▶ [TASK REQUIREMENTS]: Copy out all the lines in the records that include the word "each".

▶ [EXCERPTED RECORDS]:
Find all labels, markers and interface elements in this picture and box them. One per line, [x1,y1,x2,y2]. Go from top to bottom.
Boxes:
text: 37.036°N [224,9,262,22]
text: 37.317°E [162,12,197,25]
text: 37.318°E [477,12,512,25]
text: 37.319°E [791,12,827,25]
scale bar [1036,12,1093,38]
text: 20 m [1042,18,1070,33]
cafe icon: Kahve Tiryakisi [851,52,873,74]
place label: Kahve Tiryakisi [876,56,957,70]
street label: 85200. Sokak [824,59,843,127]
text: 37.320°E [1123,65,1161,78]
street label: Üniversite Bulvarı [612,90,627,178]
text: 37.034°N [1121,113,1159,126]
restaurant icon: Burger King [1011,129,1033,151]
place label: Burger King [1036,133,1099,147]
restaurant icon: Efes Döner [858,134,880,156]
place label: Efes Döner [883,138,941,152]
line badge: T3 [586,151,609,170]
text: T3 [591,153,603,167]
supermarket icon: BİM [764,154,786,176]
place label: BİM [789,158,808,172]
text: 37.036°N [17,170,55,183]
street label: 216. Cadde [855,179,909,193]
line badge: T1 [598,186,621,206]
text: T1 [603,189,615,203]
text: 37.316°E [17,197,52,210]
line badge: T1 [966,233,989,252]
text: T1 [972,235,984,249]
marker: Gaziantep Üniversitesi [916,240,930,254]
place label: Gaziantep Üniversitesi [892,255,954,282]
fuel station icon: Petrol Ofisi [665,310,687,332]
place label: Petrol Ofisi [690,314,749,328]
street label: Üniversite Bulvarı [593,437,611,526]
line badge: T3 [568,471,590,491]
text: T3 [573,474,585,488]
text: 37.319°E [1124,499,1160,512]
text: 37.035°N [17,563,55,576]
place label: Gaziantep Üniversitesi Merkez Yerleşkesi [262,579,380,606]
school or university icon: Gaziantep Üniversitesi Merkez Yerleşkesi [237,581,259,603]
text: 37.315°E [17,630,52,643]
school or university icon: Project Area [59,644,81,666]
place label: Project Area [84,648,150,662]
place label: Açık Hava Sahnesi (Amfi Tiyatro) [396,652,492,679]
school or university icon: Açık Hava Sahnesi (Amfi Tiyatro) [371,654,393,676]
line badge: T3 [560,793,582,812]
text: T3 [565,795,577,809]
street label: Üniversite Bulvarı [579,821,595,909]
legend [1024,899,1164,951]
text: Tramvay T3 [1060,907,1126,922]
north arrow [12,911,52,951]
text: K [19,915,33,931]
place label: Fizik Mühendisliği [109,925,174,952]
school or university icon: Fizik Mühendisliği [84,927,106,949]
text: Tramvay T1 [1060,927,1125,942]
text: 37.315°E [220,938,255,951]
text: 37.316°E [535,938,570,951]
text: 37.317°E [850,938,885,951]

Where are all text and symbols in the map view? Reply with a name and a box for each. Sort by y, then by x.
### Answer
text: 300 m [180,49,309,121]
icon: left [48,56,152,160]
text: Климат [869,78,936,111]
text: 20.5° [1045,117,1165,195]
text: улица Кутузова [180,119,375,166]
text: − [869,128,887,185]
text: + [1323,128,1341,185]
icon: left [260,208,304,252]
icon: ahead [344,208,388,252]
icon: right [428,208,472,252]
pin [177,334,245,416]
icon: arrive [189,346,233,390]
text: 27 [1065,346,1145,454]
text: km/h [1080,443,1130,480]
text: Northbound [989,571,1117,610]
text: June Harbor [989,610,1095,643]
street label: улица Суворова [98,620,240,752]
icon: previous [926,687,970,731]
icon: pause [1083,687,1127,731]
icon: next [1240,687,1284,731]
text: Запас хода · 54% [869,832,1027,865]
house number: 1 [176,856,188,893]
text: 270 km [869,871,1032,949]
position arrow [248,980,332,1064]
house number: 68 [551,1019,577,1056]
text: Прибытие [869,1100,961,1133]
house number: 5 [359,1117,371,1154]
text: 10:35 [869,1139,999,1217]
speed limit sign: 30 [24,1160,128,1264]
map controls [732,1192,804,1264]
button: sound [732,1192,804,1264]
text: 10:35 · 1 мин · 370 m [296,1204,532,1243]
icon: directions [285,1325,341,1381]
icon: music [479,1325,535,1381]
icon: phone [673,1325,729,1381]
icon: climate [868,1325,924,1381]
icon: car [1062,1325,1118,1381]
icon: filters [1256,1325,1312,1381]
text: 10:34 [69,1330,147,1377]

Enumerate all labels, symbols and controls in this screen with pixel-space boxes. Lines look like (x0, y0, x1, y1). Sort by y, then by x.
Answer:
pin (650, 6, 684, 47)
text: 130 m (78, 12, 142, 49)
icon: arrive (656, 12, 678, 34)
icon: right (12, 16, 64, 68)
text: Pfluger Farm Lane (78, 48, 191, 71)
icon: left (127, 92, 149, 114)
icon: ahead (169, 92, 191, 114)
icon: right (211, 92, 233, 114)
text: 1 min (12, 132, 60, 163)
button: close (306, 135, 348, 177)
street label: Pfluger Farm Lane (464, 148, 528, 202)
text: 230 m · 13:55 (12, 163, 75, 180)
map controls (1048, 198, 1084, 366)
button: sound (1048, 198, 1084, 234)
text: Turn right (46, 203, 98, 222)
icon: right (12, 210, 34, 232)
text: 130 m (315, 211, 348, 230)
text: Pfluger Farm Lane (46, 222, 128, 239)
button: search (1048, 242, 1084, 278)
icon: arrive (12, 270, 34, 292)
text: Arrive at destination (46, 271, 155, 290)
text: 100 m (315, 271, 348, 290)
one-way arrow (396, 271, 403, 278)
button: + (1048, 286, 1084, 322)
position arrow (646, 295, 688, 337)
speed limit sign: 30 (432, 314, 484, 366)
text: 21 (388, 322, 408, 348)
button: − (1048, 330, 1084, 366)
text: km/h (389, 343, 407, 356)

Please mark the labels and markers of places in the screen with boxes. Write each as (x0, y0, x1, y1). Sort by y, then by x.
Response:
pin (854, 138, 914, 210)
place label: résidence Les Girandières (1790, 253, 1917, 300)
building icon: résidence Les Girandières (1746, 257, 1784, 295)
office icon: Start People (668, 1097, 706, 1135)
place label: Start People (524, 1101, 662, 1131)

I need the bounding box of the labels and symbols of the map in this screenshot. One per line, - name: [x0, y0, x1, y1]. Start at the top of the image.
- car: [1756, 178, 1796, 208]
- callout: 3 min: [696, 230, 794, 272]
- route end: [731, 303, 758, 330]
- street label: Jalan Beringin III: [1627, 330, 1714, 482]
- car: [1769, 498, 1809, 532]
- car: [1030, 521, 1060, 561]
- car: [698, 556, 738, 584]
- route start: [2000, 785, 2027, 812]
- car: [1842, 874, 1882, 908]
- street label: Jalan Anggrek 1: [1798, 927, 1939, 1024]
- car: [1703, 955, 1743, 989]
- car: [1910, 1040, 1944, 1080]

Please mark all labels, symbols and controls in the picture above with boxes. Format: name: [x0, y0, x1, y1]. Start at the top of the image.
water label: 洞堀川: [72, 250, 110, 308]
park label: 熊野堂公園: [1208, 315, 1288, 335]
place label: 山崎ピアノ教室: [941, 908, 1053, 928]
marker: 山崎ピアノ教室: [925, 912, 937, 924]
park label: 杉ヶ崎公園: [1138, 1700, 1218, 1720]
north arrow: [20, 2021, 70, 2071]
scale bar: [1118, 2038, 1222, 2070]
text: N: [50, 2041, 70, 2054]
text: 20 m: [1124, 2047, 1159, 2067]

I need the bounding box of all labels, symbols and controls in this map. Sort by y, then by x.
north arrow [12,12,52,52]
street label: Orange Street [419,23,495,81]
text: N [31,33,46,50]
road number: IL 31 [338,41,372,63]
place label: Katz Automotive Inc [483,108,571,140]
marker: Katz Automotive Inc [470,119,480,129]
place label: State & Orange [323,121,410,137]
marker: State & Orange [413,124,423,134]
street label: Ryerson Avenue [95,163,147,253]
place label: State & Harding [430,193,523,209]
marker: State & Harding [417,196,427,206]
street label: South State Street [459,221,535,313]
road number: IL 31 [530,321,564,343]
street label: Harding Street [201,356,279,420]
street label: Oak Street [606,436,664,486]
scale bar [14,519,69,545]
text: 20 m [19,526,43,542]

▶ [TASK RESULT]:
Where are all text and symbols in the map view? Reply with a name and a box for each. Sort by y, then by x.
Please mark the labels and markers of places in the screen with boxes. Write each as (x0, y0, x1, y1). Sort by y, then by x.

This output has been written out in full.